The Nasdaq closed at its lowest since October 2014 on Friday, leading a selloff on Wall Street following weak forecasts from technology companies including LinkedIn.

LinkedIn dropped 43.6 percent to $108.38, a day after the company's revenue forecast missed estimates.

Business analytics company Tableau Software lost half its market value and its shares hit an all-time low a day after it cut its full-year earnings forecast. Its shares ended down 49.4 percent at $41.33.

Big tech names also sank, including Facebook, which dropped 5.8 percent to $104.07. Alphabet fell 3.6 percent to $703.76 and Amazon slid 6.4 percent to $502.13. Netflix was down 7.7 percent at $82.79.

Stocks like Amazon and Netflix, which both more than doubled in price last year, have been favorites with hedge funds. Friday's action may suggest some hedge funds may be taking a harder look at valuations.

"Tech has got a few shining examples of what happens if you disappoint," said Art Hogan, chief market strategist at Wunderlich Securities in New York. "When that happens, that calls into question the valuations of all high-multiple stocks."

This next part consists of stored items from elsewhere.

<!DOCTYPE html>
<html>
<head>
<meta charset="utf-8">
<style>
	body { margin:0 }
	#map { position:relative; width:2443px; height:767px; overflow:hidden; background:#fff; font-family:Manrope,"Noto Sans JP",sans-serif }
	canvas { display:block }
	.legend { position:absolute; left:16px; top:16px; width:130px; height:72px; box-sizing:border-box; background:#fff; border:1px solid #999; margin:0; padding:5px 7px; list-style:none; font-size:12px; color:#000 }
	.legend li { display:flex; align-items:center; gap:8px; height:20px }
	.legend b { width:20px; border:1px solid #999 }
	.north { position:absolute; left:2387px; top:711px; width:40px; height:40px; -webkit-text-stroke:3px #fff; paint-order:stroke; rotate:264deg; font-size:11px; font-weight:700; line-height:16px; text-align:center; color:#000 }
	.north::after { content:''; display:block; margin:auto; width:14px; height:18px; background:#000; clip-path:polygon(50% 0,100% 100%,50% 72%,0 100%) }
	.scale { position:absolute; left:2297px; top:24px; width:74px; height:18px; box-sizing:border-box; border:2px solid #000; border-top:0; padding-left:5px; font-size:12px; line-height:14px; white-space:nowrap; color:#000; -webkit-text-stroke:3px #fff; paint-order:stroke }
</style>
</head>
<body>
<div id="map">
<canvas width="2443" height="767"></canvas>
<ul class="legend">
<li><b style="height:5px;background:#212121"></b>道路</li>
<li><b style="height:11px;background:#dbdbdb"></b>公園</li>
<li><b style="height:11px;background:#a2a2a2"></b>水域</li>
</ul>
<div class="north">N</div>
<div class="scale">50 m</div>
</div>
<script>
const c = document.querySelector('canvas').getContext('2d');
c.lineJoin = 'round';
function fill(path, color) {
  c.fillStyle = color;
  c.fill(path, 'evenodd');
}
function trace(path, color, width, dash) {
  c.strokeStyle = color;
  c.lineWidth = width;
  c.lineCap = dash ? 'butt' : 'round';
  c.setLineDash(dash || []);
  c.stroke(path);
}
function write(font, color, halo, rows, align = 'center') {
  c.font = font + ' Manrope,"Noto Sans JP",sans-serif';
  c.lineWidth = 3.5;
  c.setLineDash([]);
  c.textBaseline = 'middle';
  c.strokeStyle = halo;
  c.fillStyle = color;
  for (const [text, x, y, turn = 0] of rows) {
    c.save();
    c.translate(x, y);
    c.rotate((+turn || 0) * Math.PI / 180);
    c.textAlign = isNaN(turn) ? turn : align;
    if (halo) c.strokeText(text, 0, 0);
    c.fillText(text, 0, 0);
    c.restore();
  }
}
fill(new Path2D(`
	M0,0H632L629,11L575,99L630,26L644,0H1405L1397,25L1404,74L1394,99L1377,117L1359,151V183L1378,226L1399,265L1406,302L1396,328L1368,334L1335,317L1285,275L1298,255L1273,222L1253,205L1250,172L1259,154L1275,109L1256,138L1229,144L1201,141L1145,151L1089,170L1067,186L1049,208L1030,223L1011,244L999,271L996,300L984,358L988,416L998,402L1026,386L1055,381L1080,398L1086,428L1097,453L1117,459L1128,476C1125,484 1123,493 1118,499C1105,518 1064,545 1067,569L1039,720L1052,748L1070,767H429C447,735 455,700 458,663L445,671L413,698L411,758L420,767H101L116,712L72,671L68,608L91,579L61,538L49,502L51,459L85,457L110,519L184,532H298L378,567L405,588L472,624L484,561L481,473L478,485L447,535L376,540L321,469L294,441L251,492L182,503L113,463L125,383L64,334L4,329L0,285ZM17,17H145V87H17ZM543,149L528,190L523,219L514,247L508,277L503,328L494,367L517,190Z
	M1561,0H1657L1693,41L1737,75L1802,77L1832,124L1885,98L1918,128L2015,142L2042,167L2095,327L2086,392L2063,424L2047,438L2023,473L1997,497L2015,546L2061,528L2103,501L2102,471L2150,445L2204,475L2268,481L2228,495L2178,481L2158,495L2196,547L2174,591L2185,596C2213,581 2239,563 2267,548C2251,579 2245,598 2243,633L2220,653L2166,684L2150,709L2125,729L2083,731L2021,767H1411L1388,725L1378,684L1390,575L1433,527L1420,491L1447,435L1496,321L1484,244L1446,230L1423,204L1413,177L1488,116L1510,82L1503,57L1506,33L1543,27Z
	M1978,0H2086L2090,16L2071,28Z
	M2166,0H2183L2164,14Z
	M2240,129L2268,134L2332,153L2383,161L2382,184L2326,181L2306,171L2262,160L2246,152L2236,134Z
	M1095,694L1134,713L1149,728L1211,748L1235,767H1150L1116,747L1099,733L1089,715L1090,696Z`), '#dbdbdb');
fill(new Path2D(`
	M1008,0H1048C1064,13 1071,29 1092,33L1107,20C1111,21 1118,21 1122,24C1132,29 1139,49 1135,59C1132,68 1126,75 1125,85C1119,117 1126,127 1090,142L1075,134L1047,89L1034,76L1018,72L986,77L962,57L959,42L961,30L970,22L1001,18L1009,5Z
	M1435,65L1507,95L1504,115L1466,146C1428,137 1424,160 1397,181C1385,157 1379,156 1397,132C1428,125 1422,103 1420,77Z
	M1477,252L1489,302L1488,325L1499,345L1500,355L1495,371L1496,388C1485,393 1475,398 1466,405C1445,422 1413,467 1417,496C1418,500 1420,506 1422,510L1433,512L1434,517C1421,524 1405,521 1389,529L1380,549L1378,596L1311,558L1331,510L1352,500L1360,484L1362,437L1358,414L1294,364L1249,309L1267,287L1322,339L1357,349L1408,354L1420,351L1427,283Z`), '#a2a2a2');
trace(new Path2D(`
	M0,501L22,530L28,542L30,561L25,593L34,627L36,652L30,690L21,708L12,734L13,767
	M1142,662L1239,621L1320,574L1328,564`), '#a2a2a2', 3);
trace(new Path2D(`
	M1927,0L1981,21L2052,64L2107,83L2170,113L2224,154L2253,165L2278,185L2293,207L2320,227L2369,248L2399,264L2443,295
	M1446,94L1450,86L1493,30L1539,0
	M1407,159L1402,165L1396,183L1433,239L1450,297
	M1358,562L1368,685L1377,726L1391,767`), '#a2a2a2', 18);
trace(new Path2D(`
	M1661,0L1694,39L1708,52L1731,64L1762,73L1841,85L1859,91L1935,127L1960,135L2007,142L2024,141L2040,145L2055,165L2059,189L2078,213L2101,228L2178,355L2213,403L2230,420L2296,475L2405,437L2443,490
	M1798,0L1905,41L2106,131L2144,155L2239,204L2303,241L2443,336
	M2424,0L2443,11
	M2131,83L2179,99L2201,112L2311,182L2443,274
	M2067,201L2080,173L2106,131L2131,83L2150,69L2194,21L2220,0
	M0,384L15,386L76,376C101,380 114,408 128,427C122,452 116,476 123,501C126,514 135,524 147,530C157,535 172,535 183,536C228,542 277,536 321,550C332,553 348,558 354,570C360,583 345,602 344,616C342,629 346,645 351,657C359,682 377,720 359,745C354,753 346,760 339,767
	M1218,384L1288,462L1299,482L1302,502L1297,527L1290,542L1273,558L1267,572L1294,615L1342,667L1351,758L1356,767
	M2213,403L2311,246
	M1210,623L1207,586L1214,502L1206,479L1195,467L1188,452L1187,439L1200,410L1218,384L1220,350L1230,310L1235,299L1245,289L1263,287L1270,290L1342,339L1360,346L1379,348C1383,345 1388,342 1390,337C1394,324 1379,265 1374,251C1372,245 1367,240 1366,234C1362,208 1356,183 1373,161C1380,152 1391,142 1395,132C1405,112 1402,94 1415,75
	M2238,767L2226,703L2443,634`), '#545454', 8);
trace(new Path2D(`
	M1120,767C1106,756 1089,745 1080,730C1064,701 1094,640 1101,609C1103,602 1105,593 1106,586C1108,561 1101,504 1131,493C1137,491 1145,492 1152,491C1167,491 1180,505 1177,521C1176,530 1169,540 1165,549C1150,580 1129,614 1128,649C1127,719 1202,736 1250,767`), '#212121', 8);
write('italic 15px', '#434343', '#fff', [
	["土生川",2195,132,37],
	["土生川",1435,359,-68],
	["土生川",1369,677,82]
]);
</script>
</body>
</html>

The Dow Jones industrial average closed down 211.75 points, or 1.29 percent, to 16,204.83, the S&P 500 lost 35.43 points, or 1.85 percent, to 1,880.02 and the Nasdaq Composite dropped 146.42 points, or 3.25 percent, to 4,363.14.

Friday's January jobs report non-farm payrolls increased by 151,000 jobs, below the 190,000 expected by economists polled by Reuters as the boost to hiring from unseasonably mild weather faded. But strong wage growth and falling unemployment suggested a March interest rate increase could not be completely ruled out.

Declining issues outnumbered advancing ones on the NYSE by 2,330 to 720, for a 3.24-to-1 ratio on the downside; on the Nasdaq, 2,288 issues fell and 509 advanced for a 4.50-to-1 ratio favoring decliners.

The S&P 500 posted 7 new 52-week highs and 26 new lows; the Nasdaq recorded three new highs and 195 new lows.